Beberapa jenis Napza yang populer digunakan di Indonesia (Waspadji, 1997:23):

a. Putau : tergolong heroin yang sangat membuat ketergantungan, berbentuk bubuk.

b. Ganja : berisi zat kimia delta-9-tetra hidrokanbinol, berbentuk tanaman yang dikeringkan.

c. Shabu-shabu : kristal yang berisi methamphetamine

d. Ekstasi : methylendioxy methamphetamine dalam bentuk tablet atau kapsul

e. Pil BK, megadon dan obat-obat depresan sejenis.

Pada awalnya, zat-zat ini digunakan untuk tujuan medis seperti penghilang rasa sakit. Namun apabila zat-zat ini digunakan secara tetap, bukan untuk tujuan medis atau yang digunakan tanpa mengikuti dosis yang seharusnya, serta dapat

(9)

menimbulkan kerusakan fisik, mental dan sikap hidup masyarakat, maka disebut penyalahgunaan narkoba (drug abuse)

Salah satu sifat yang menyertai penyalahgunaan narkoba adalah ketergantungan (addiction). Misalnya heroin yang ditemukan oleh Henrich Dresser tahun 1875, digunakan untuk menggantikan morfin dalam pembiusan karena diduga heroin tidak menimbulkan ketergantungan. Padahal keduanya berasal dari opium-heroin justru menimbulkan ketergantungan yang sangat kuat. Sejarah juga menunjukan bahwa banyak tentara Amerika pasca perang Vietnam menjadi ketergantungan heroin karena zat ini sering digunakan sebagai penghilang rasa sakit selama perang berlangsung.

2.1.3 Ciri-ciri ketergantungan narkoba (BNN, 2004:56):

1. Keinginan yang tak tertahankan untuk mengkonsumsi salah satu atau lebih zat yang tergolong Napza.

2. Kecenderungan untuk menambah dosis sejalan dengan batas toleransi tubuh yang meningkat.

3. Ketergantungan psikis, yaitu apabila pengguna Napza dihentikan akan menimbulkan kecemasan, depresi dan gejala psikis lain.

(10)

4. Ketergantungan fisik, yaitu apabila pemakai dihentikan akan menimbulkan gejala fisik yang disebut gejala putus zat (withdrawal syndrome).

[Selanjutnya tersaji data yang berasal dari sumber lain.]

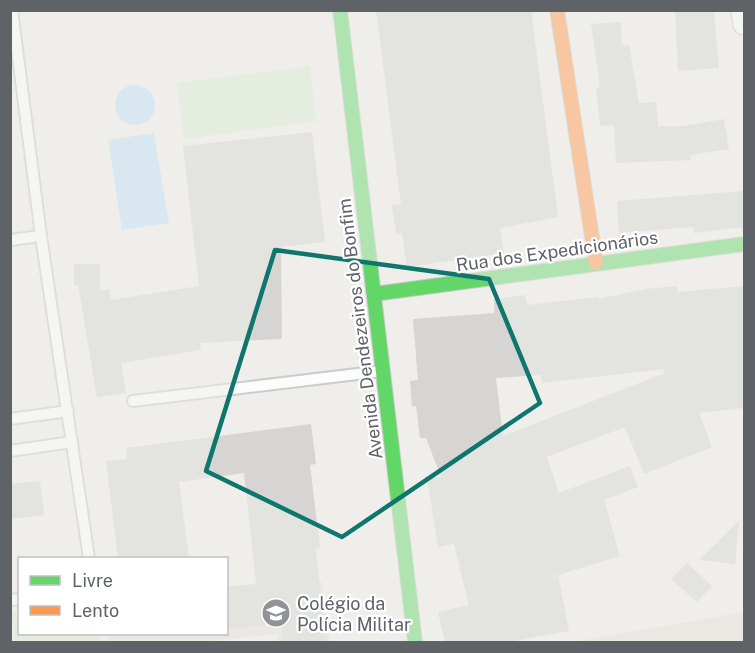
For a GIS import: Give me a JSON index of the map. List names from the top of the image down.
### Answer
{
  "streets": {
    "main road": ["Rua dos Expedicionários", "Avenida Dendezeiros do Bonfim"]
  },
  "crossings": [
    ["Rua dos Expedicionários", "Avenida Dendezeiros do Bonfim"]
  ],
  "places": {
    "school or university": ["Colégio da Polícia Militar"]
  },
  "legend": ["Livre", "Lento"]
}
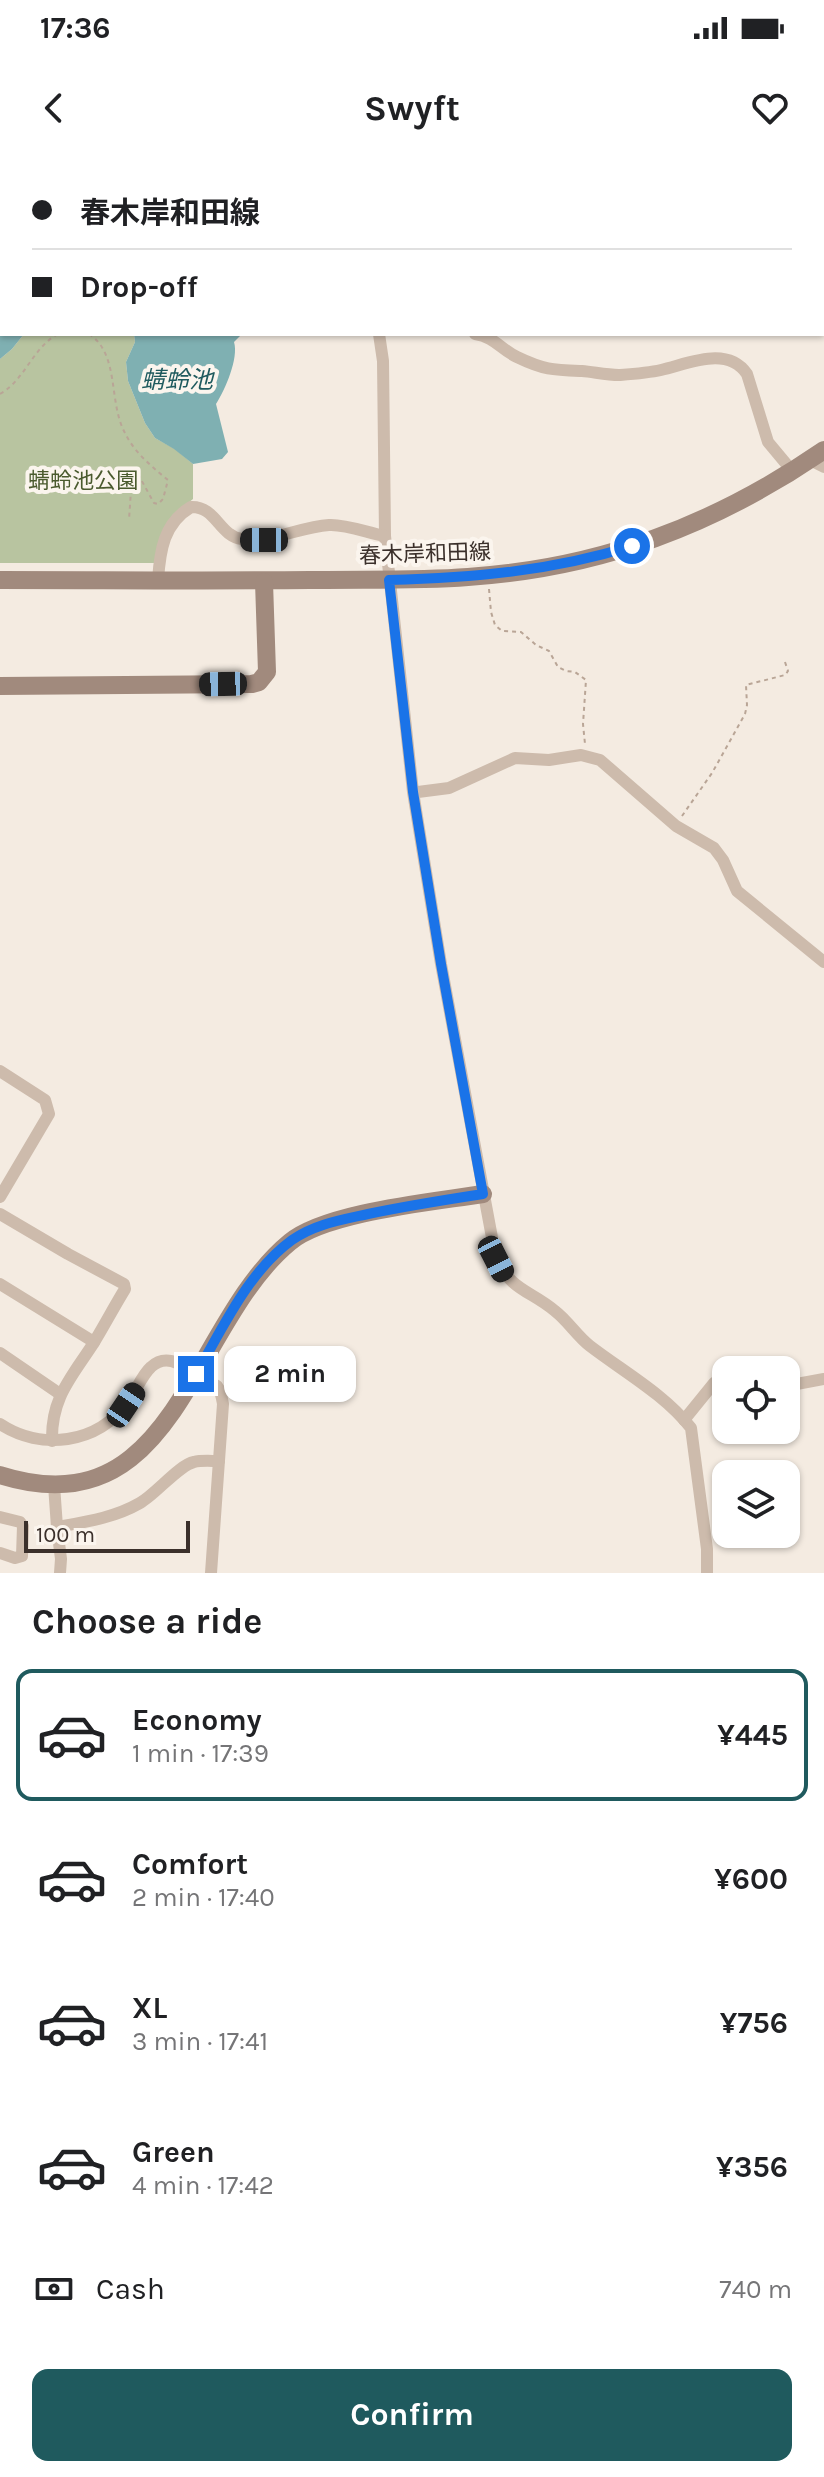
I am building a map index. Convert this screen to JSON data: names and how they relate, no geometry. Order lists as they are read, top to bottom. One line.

2.1.4 Faktor Penyebab Penyalahgunaan Narkoba

Pada setiap kasus, ada penyebab yang khas mengapa seseorang menyalahgunakan narkoba dan ketergantungan. Artinya, mengapa seseorang akhirnya terjebak dalam perilaku ini merupakan sesuatu yang unik dan tidak dapat disamakan begitu saja dengan kasus lainnya. Namun berdasarkan hasil penelitian, terdapat beberapa faktor yang berperan pada penyalahgunaan narkoba, yaitu: (BNN,2004:79)

a. Faktor keluarga

Dalam percakapan sehari-hari, keluarga paling sering menjadi “tertuduh” timbulnya penyalahgunaan narkoba pada anaknya. Tuduhan ini tampaknya bukan tidak beralasan, karena hasil penilitian dan pengalaman para konselor di lapangan menunjukan peran penting dari keluarga dalam kasus-kasus penyalahgunaan narkoba. Berdasarkan hasil penelitian tim UNIKA Atma Jaya dan Perguruan Tinggi Kepolisian Jakarta tahun 1995, terdapat beberapa tipe

(11)

keluarga yang beresiko tinggi anggota keluarganya terlibat penyalahgunaan narkoba:

1. keluarga yang memiliki sejarah (termasuk orang tua) mengalami ketergantungan narkoba.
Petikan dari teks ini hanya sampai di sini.